Visual7W: Grounded Question Answering in Images

Yuke Zhu, Oliver Groth, Michael Bernstein, Li Fei-Fei
CVPR 2016

[paper] [bibtex] [code] [page] [poster]

Abstract We have seen great progress in basic perceptual tasks such as object recognition and detection. However, AI models still fail to match humans in high-level vision tasks due to the lack of capacities for deeper reasoning. Recently the new task of visual question answering (QA) has been proposed to evaluate a model's capacity for deep image understanding. Previous works have established a loose, global association between QA sentences and images. However, many questions and answers, in practice, relate to local regions in the images.

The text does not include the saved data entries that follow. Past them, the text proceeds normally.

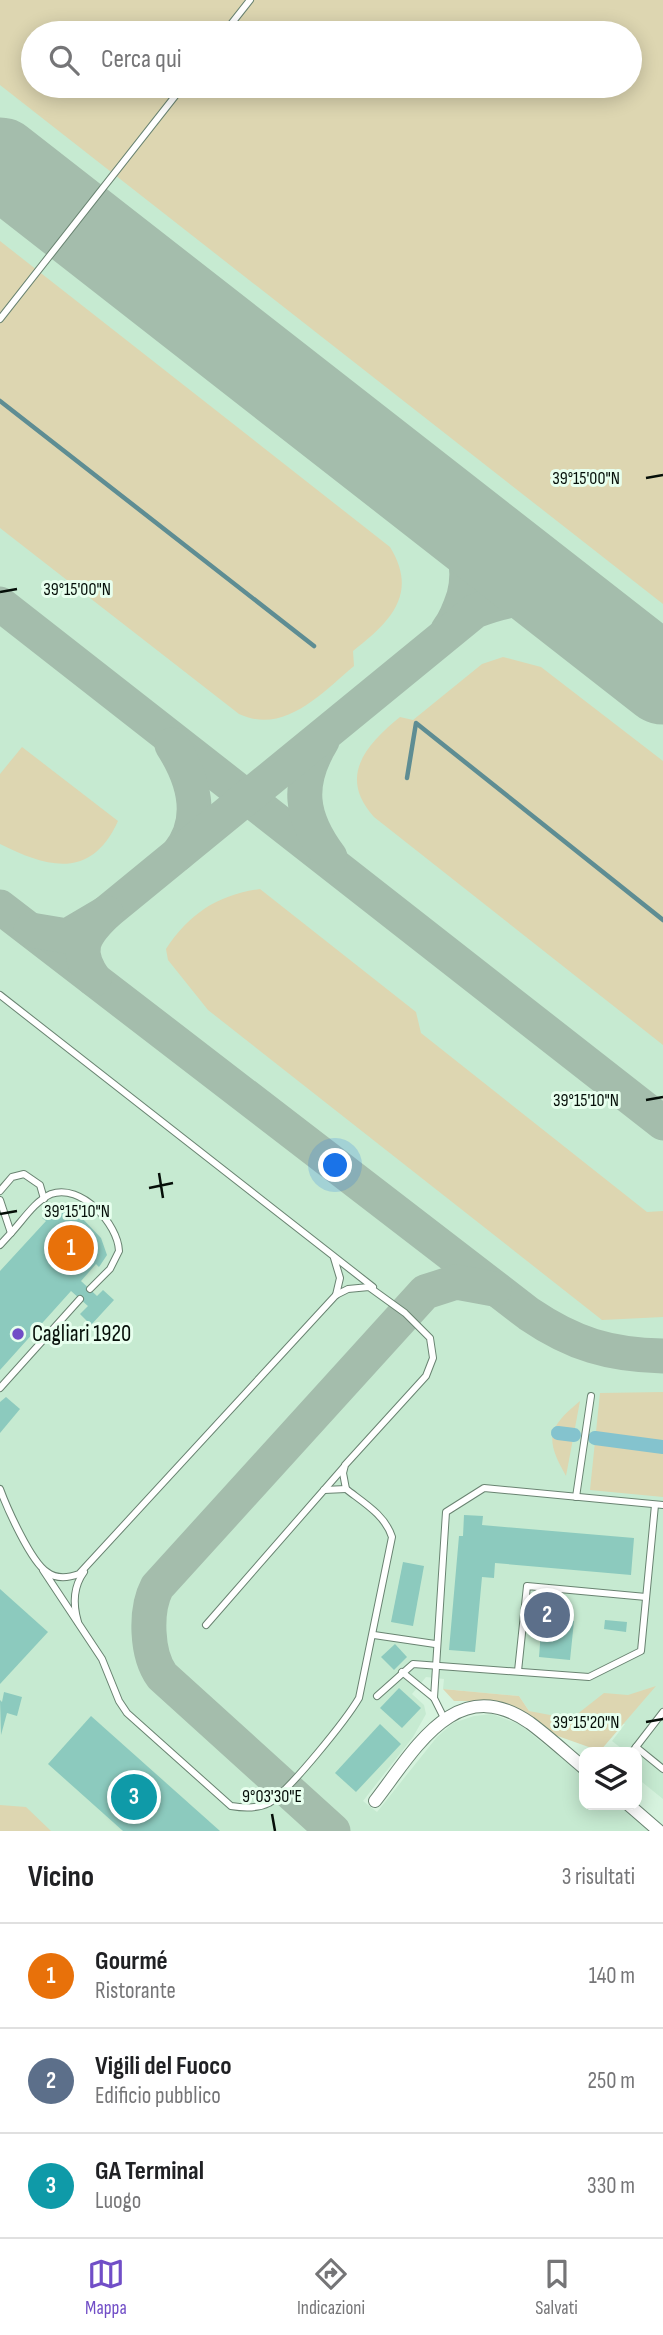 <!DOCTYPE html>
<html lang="it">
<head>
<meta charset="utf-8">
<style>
  :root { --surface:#fff; --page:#f2f2f2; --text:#202124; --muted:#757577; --line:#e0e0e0; --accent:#714ec7 }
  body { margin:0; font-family:"Sofia Sans Condensed",sans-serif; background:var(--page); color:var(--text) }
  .controls { position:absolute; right:21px; bottom:21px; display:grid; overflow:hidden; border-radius:14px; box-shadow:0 4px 18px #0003 }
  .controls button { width:63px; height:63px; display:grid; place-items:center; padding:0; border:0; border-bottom:2px solid var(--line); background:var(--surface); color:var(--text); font:35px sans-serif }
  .you { position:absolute; left:336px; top:1166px; width:24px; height:24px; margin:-18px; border:5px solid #fff; border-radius:50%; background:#1a73e8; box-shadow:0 0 0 10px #1a73e833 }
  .badge { display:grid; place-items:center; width:46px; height:46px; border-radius:50%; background:var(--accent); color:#fff; font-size:23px; font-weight:700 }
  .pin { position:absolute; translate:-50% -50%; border:4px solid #fff; box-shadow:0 2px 7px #0006 }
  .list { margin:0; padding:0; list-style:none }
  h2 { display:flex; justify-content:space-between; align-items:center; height:91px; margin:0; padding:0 28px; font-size:30px }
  h2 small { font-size:23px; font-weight:400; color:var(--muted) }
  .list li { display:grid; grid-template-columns:46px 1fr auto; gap:21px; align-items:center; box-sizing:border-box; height:105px; padding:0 28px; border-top:2px solid var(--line) }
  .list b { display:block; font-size:26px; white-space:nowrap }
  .list p { margin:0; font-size:23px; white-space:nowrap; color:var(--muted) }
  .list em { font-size:23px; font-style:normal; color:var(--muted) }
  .icon { flex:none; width:38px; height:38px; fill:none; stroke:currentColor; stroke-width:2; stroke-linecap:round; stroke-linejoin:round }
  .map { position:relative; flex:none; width:663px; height:1831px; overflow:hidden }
  .search { position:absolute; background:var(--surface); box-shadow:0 4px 18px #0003; left:21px; right:21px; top:21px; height:77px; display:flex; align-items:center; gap:18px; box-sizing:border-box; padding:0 24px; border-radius:38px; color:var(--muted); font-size:26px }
  .sheet { height:406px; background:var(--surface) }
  nav { display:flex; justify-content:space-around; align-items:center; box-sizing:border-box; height:98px; border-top:2px solid var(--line); background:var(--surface); font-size:19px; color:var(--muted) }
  nav a { display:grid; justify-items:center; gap:4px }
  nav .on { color:var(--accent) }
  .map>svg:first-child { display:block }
</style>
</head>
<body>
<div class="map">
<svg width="663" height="1831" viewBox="0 0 663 1831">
  <rect width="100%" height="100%" fill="#d6f3de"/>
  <!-- built -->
  <path fill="#c6ead1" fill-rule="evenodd" d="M0,0H663V1799L637,1778V1752H626L612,1741L625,1724L541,1715L529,1711L519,1696L443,1689L444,1679L426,1677L412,1694L424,1705L426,1714L413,1737L363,1801L377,1812L437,1737L453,1723L474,1716L492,1714L519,1724L584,1776V1805H620L653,1831H0ZM33,33H630V86H33Z"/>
  <!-- green -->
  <g fill="#ddd6b1" fill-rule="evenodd">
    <path d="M0,0H663V604L0,85ZM33,33H630V86H33Z"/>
    <path d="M0,241L390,547C419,594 390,622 353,651L354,666C321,694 284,735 239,714L0,528Z"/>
    <path d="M503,657L541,667L663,761V1045L374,817C337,776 367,744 400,717L413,720L482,664Z"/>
    <path d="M22,747L118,821C91,880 48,868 0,844V774Z"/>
    <path d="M260,889L416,1012L421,1033L647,1212L663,1211V1317L602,1320L208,1010L168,960L166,949C190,913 218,895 260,889Z"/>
    <path d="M663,1392V1497L590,1490L600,1393Z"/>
    <path d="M580,1401L566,1476C545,1439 547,1428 580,1401Z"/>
    <path d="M656,1686L600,1751L552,1734L511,1707L492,1701H454L443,1689L519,1696L529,1711L571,1719L604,1693L628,1695Z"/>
    <path d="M0,1805L26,1807L51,1831H0Z"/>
  </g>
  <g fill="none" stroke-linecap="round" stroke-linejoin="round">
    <!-- stream -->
    <g stroke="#5e8d93" stroke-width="4.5">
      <path d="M0,401L314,646"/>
      <path d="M407,778L416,723L663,920"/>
    </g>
    <!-- canal -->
    <g stroke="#84c3ce" stroke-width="14">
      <path d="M558,1433L574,1435"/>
      <path d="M595,1438L663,1447"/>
    </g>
    <!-- taxiway -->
    <g stroke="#a4bdac" stroke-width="35">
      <path d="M404,478C440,511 478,542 464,596C460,608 456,620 448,630"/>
      <path d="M0,604L663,1123"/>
      <path d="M322,741C296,784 300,817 330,857"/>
      <path d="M172,745C193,778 206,820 178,854"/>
      <path d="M0,907L529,1314C573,1344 610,1355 663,1356"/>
      <path d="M106,913L475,611C537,587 555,602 607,636"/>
      <path d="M31,930L67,936L106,913C83,935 74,950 94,979"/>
      <path d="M333,1831L162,1676C146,1654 145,1610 157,1587L425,1292L456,1282L494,1289"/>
    </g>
    <!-- runway -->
    <path stroke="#a4bdac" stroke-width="89" d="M0,162L663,680"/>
  </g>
  <!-- building -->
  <g fill="#8ccabe">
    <path d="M56,1209H64L81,1217L101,1238L107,1255L99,1267L96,1264L81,1281L97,1296L103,1290L114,1300L91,1325L80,1314L88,1306L71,1291L0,1370V1271L46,1221L42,1218Z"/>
    <path d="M6,1397L20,1409L0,1433V1402Z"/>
    <path d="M464,1515L483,1516L482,1525L634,1538L631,1575L495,1563L494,1578L482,1577L475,1652L449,1650L459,1536H463Z"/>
    <path d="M403,1562L424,1566L413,1626L391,1622Z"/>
    <path d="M0,1589L48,1632L0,1684Z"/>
    <path d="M542,1618L574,1621L570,1660L539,1657Z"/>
    <path d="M605,1620L627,1622L626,1632L604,1629Z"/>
    <path d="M395,1644L407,1657L394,1670L381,1657Z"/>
    <path d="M399,1688L421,1708L402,1728L380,1708Z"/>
    <path d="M4,1692L22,1697L17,1716L7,1713L1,1735L0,1700L2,1702Z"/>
    <path d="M91,1716L220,1831H123L48,1764Z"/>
    <path d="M380,1724L401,1744L356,1792L335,1773Z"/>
  </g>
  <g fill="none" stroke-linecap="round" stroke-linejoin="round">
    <defs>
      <g id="service">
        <path d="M224,33L250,0"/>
        <path d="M0,319L183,86"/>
        <path d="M0,995L373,1287"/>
        <path d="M0,1191L12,1177L24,1174L40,1185L44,1199"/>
        <path d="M0,1200L11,1233C23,1220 35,1201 51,1194C81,1183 118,1224 119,1251L110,1269L90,1289"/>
        <path d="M0,1245L11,1233"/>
        <path d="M334,1258L340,1278L336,1295"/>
        <path d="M0,1388L80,1299"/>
        <path d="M0,1489C7,1508 31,1562 47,1572C56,1579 68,1578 79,1574L336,1295L348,1289L369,1287L405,1313L430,1338L433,1358L426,1376L345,1465L343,1473L346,1489C364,1503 385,1515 392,1537L359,1698C346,1720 289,1791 269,1803C257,1809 243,1808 231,1806L127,1713L119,1701L102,1659L43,1570"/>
        <path d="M324,1490L346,1489"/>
        <path d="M576,1497L591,1396"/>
        <path d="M78,1622C73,1605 73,1587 84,1572"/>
        <path d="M206,1625L344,1467"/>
        <path d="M374,1635L435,1644"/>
        <path d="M518,1671L527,1586L646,1597"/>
        <path d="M402,1672L434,1698L446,1512L484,1488L663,1505"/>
        <path d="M377,1696L413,1664L589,1677L641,1651L655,1505"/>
        <path d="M434,1698L444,1718"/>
        <path d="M636,1747L663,1712"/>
        <path d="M632,1752L636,1747L663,1769"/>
      </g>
      <g id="minor">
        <path d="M375,1801C414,1751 456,1671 530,1723C549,1737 566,1753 584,1768"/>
        <path d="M629,1805L659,1831"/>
      </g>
    </defs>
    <!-- service casing -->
    <use href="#service" stroke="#698371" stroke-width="8"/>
    <!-- minor casing -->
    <use href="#minor" stroke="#698371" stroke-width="14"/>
    <!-- service -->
    <use href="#service" stroke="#fff" stroke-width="6"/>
    <!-- minor -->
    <use href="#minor" stroke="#fff" stroke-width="12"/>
  </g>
  <!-- ticks -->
  <path fill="none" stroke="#050e08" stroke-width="2.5" d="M646,478L663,475M0,592L17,589M646,1100L663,1097M159,1173L163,1198M149,1188L173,1183M0,1214L17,1211M646,1722L663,1719M272,1814L275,1831"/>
  <!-- markers -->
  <circle fill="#714ec7" stroke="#e7ffee" stroke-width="2.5" cx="18" cy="1334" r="7"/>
  <g text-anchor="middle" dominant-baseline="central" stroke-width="6" stroke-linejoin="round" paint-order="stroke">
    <!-- poi labels -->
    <g font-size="23" fill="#050e08" stroke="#e7ffee" text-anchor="start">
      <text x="32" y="1334">Cagliari 1920</text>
    </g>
  </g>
  <g font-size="18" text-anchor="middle" fill="#050e08" stroke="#e7ffee" stroke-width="6" stroke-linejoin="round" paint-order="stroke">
    <text x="586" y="484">39°15'00"N</text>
    <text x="77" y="595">39°15'00"N</text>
    <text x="586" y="1106">39°15'10"N</text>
    <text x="77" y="1217">39°15'10"N</text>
    <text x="586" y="1728">39°15'20"N</text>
    <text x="272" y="1802">9°03'30"E</text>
  </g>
</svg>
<div class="controls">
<button><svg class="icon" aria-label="layers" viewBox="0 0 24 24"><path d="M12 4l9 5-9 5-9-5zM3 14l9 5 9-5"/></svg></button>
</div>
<div class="you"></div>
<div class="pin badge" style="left:71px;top:1248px;background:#e8710a">1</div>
<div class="pin badge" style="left:547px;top:1615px;background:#5c6f8a">2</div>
<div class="pin badge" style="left:134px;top:1797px;background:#0f9aa8">3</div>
<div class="search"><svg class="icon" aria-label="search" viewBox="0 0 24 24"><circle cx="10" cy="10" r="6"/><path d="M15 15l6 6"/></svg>Cerca qui</div>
</div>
<section class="sheet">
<h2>Vicino<small>3 risultati</small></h2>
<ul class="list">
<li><span class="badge" style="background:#e8710a">1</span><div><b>Gourmé</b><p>Ristorante</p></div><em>140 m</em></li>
<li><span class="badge" style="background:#5c6f8a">2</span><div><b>Vigili del Fuoco</b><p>Edificio pubblico</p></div><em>250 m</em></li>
<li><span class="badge" style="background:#0f9aa8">3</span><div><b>GA Terminal</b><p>Luogo</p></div><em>330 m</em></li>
</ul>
</section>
<nav>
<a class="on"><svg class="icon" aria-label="map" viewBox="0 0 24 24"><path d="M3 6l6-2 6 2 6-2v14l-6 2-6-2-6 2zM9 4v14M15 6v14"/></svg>Mappa</a>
<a><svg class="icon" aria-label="directions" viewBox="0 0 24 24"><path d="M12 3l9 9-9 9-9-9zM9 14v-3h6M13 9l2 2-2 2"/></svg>Indicazioni</a>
<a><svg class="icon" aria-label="saved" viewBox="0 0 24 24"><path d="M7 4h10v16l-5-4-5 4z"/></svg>Salvati</a>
</nav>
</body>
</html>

We establish a semantic link between textual descriptions and image regions by object-level grounding. It enables a new type of QA with visual answers, in addition to textual answers used in previous work. We study the visual QA tasks in a grounded setting with a large collection of 7W multiple-choice QA pairs. Furthermore, we evaluate human performance and several baseline models on the QA tasks. Finally, we propose a novel LSTM model with spatial attention to tackle the 7W QA tasks.

Semantic Segmentation and Depth Prediction


Analyzing Modular CNN Architectures for Joint Depth Prediction and Semantic Segmentation

Omid Hosseini Jafari, Oliver Groth, Alexander Kirillov, Michael Ying Yang, Carsten Rother
ICRA 2017

[paper] [bibtex]

Abstract This paper addresses the task of designing a modular neural network architecture that jointly solves different tasks. As an example we use the tasks of depth estimation and semantic segmentation given a single RGB image. The main focus of this work is to analyze and achieve the so-called synergy effect between the different tasks. While most previous works solely focus on measuring improvements in accuracy, we are the first to quantify the synergy effect. We show that there is a relationship between accuracy and the synergy effect, although not a simple linear one. Hence a larger synergy effect does not necessarily mean an improved accuracy. This relationship can be utilized to understand different design choices in network architectures. Towards this end we propose a shallow Convolutional Neural Network (CNN) architecture that fuses the state of the state-of-the-art results for depth estimation and semantic labeling. By doing so we achieve improved results for both tasks using the NYU-Depth v2 benchmark.